To have and to and to hold?

Commonly regarded as the sensible option for investors, is buy and hold ever not a sound strategy?
For many investors, buy and hold is the most appealing investment strategy available.
David Stafford, general manager – sales and marketing, Indigo Group, points out that property in Australia tends to double in value every 7–10 years, which means that the average person “should look to property investment as a 3–7 year strategy to realise good growth”.
Angelo Piazzetta, CEO and founder of The Property School, adds that buy and hold “is the best way to build long-term wealth”. But he warns that due to the negative cash flow in most situations it may restrict the number of properties you can buy.
 “With buy and hold you are looking for long-term capital growth, so the focus is on properties that deliver that objective,” Piazzetta says. “Positive cash flow properties do not always fit into this strategy.”
How long should you hold on?
The longer you hold generally the better growth you will achieve, says Stafford. “It’s a matter of understanding the property cycle you have bought into and where it is at when you want to sell.
“A lot of experts say to never sell and simply leverage the growth in your property into another property or other investment.

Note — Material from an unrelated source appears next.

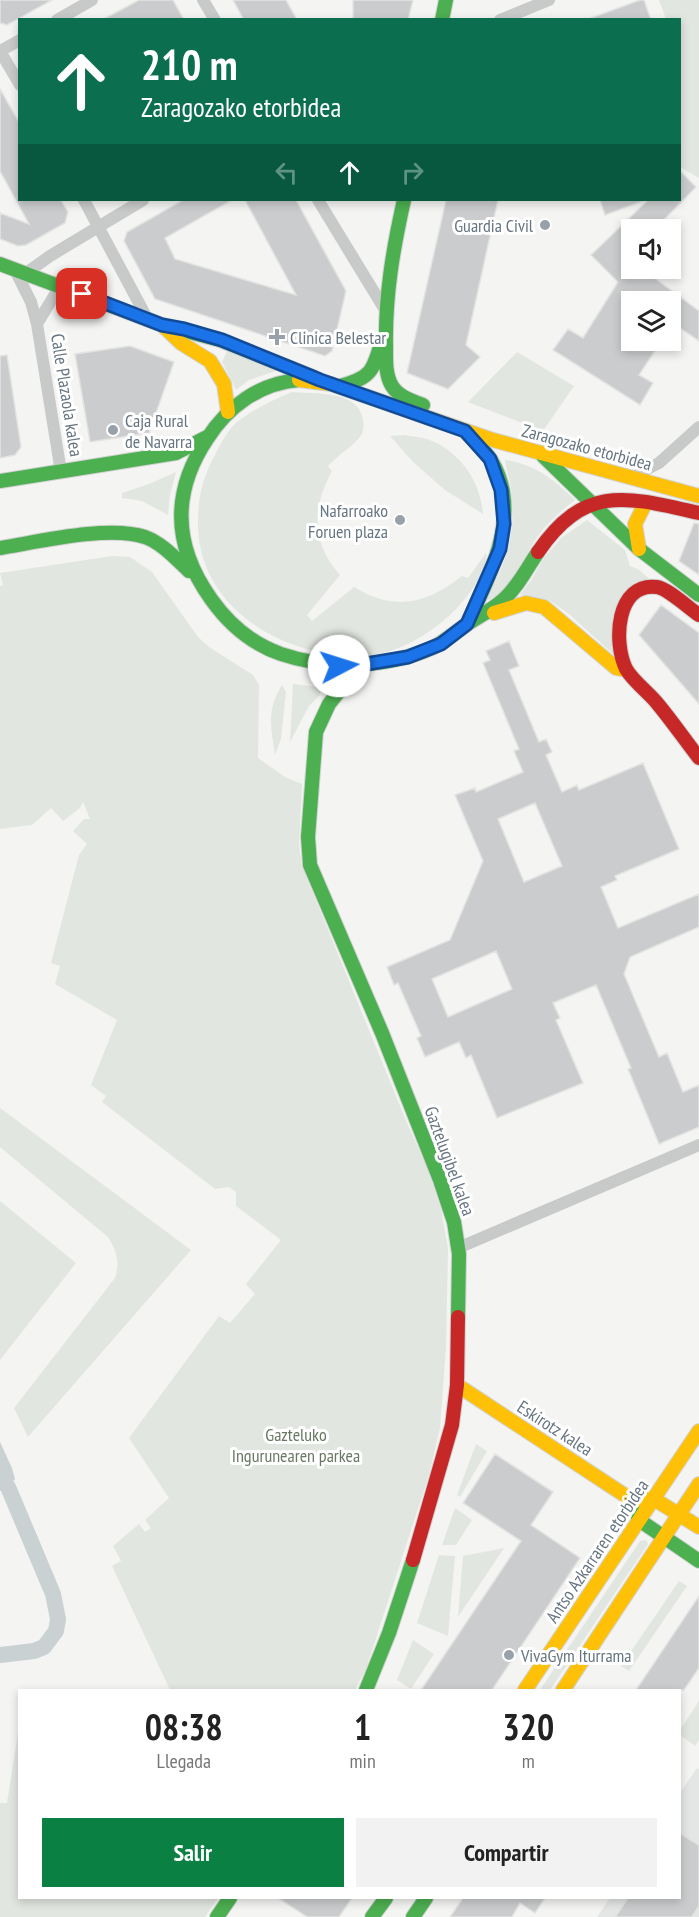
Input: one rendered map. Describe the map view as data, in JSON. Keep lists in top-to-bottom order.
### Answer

As long as you keep an eye on cash flow you should maximise every dollar in equity to make it work as hard as it can for you.”
Piazzetta agrees. “If you want to make the most amount of money then hold for as long as possible,” he says. “Time is your best friend.”
Opting to hold won’t guarantee you property riches, however, as Stafford explains. “Nothing is fail-safe and people do lose money in property,” he says. “But usually this occurs because they have over-extended their debt to an unmanageable level or tried to move in or out of property at the wrong time of the cycle without good advice.”
Timing matters
Timing is key, says Piazzetta, particularly for investors who have a short or medium-term strategy. “If the strategy is long term then the timing is not as important but the objective should always be to make as much money as you can when you buy, that is, buy the best value property you can.”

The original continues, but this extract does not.